● Task objective
Search the entries below for "absolute", and copy each line where it appears.
Data extracts section start
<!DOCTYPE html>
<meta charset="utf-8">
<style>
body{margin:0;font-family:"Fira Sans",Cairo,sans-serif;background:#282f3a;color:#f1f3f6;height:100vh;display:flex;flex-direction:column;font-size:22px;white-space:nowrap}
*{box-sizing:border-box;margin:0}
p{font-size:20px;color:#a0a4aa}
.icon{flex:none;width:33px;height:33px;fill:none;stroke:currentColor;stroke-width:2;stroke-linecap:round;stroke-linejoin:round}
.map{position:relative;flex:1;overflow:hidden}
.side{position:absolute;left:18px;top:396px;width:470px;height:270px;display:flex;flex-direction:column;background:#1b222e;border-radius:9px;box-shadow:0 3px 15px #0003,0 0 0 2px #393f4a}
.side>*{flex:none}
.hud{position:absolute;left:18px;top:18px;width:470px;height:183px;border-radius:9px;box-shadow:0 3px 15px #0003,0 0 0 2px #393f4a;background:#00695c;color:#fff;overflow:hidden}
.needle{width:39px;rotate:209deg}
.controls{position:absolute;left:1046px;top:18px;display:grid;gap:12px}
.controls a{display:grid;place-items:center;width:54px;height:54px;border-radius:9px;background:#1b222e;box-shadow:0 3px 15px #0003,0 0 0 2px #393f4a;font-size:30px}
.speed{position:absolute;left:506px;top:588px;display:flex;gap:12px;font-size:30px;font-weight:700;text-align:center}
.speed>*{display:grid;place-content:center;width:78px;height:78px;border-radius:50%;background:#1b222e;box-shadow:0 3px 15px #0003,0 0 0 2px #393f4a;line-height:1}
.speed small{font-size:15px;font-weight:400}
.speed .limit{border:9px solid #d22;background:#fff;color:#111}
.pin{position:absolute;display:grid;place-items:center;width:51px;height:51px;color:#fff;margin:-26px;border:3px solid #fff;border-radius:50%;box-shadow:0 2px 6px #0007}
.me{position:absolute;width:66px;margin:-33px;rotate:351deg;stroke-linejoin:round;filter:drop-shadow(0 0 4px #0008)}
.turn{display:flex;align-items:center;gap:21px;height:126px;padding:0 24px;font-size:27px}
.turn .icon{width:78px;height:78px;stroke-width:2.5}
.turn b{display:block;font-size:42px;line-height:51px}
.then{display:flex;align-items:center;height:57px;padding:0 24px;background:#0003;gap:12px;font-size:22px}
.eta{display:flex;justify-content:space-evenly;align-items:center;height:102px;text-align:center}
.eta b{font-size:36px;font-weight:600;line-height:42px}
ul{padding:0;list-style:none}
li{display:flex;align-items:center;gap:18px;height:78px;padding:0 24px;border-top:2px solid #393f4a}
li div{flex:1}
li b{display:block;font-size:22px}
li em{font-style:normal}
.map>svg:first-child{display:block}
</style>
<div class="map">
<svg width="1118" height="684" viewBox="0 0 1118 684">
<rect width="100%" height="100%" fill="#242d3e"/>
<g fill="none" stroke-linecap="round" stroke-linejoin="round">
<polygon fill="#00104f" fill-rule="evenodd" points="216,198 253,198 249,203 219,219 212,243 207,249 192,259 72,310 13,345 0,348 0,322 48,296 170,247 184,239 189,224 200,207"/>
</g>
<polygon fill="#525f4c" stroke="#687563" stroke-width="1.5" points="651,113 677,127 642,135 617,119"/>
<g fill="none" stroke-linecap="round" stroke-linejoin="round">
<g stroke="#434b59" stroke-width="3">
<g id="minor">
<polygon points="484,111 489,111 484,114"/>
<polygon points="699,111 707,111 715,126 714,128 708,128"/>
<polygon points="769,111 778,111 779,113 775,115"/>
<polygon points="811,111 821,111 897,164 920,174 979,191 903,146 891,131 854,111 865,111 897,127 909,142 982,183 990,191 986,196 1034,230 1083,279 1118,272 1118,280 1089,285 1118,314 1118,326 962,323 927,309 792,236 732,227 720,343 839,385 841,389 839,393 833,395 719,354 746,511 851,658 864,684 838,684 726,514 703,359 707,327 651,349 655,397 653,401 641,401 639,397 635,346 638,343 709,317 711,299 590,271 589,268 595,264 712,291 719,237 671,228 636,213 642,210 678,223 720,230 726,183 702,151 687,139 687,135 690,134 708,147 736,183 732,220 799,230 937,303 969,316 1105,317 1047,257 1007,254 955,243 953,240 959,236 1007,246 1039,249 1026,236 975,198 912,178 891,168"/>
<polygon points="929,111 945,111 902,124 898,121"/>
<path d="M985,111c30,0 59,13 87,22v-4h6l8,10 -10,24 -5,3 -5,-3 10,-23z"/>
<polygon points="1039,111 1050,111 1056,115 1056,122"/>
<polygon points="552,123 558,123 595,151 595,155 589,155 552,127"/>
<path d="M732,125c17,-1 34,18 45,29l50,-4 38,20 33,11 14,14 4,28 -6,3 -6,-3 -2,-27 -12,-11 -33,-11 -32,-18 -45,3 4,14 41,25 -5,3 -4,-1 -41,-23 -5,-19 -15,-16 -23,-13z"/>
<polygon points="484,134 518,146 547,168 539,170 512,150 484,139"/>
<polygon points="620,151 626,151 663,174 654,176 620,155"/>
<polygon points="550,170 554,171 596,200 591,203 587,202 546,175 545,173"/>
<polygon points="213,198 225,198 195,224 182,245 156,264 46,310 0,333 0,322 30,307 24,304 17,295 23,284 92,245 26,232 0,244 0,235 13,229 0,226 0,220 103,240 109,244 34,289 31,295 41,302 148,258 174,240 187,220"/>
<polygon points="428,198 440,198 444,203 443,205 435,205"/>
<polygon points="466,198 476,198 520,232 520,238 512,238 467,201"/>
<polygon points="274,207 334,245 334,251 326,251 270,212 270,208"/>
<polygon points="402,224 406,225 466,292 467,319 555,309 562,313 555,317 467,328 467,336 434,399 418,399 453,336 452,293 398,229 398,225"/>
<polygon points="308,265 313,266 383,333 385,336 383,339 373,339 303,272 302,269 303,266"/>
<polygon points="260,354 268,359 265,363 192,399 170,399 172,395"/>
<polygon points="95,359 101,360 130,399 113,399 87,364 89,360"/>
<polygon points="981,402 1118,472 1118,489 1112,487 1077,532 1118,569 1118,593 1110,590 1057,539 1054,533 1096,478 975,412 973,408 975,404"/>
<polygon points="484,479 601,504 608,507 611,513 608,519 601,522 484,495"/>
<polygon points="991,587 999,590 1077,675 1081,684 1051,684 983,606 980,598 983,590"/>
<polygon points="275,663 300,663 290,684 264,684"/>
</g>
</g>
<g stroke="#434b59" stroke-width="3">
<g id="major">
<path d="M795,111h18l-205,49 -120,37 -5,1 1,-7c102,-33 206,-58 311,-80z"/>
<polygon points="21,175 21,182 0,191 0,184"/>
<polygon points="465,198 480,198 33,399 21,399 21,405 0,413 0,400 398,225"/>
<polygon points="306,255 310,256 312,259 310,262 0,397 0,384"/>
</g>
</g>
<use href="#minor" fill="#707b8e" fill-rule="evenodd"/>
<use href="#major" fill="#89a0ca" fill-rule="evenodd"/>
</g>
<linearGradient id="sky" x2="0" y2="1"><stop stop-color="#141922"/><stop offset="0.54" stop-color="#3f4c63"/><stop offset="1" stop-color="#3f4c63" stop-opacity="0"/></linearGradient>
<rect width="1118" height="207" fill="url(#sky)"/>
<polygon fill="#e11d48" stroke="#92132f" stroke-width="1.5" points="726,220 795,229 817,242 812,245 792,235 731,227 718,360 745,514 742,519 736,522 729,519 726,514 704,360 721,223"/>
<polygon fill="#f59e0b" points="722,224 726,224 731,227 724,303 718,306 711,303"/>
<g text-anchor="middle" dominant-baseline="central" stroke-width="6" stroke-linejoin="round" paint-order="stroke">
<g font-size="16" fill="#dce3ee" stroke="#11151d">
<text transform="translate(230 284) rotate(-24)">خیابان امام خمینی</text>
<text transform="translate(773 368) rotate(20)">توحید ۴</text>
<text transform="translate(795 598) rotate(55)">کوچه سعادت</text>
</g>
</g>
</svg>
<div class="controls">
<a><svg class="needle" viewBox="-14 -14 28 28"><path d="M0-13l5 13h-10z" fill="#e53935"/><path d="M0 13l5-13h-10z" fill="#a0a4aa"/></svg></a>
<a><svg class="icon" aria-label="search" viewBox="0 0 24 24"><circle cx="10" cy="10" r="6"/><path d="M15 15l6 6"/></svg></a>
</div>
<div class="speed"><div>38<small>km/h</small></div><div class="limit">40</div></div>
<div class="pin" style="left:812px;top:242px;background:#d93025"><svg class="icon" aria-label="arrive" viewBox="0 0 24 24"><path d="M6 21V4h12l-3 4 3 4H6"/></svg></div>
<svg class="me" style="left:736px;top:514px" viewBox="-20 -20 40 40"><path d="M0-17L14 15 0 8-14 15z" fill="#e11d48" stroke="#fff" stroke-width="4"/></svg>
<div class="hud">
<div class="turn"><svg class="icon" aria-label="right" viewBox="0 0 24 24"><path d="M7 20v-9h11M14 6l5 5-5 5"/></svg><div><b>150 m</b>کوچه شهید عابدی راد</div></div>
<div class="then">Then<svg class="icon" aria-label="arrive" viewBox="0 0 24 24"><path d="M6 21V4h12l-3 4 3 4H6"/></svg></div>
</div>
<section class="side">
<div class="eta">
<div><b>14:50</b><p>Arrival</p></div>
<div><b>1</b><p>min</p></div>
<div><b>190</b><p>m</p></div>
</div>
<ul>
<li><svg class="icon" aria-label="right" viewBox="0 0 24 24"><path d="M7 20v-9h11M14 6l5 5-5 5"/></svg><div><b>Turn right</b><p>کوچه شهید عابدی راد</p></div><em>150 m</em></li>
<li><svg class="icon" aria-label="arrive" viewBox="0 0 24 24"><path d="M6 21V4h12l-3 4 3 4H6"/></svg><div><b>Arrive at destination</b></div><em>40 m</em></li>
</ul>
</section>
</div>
Data extracts section end
● Solution to the problem
.side{position:absolute;left:18px;top:396px;width:470px;height:270px;display:flex;flex-direction:column;background:#1b222e;border-radius:9px;box-shadow:0 3px 15px #0003,0 0 0 2px #393f4a}
.hud{position:absolute;left:18px;top:18px;width:470px;height:183px;border-radius:9px;box-shadow:0 3px 15px #0003,0 0 0 2px #393f4a;background:#00695c;color:#fff;overflow:hidden}
.controls{position:absolute;left:1046px;top:18px;display:grid;gap:12px}
.speed{position:absolute;left:506px;top:588px;display:flex;gap:12px;font-size:30px;font-weight:700;text-align:center}
.pin{position:absolute;display:grid;place-items:center;width:51px;height:51px;color:#fff;margin:-26px;border:3px solid #fff;border-radius:50%;box-shadow:0 2px 6px #0007}
.me{position:absolute;width:66px;margin:-33px;rotate:351deg;stroke-linejoin:round;filter:drop-shadow(0 0 4px #0008)}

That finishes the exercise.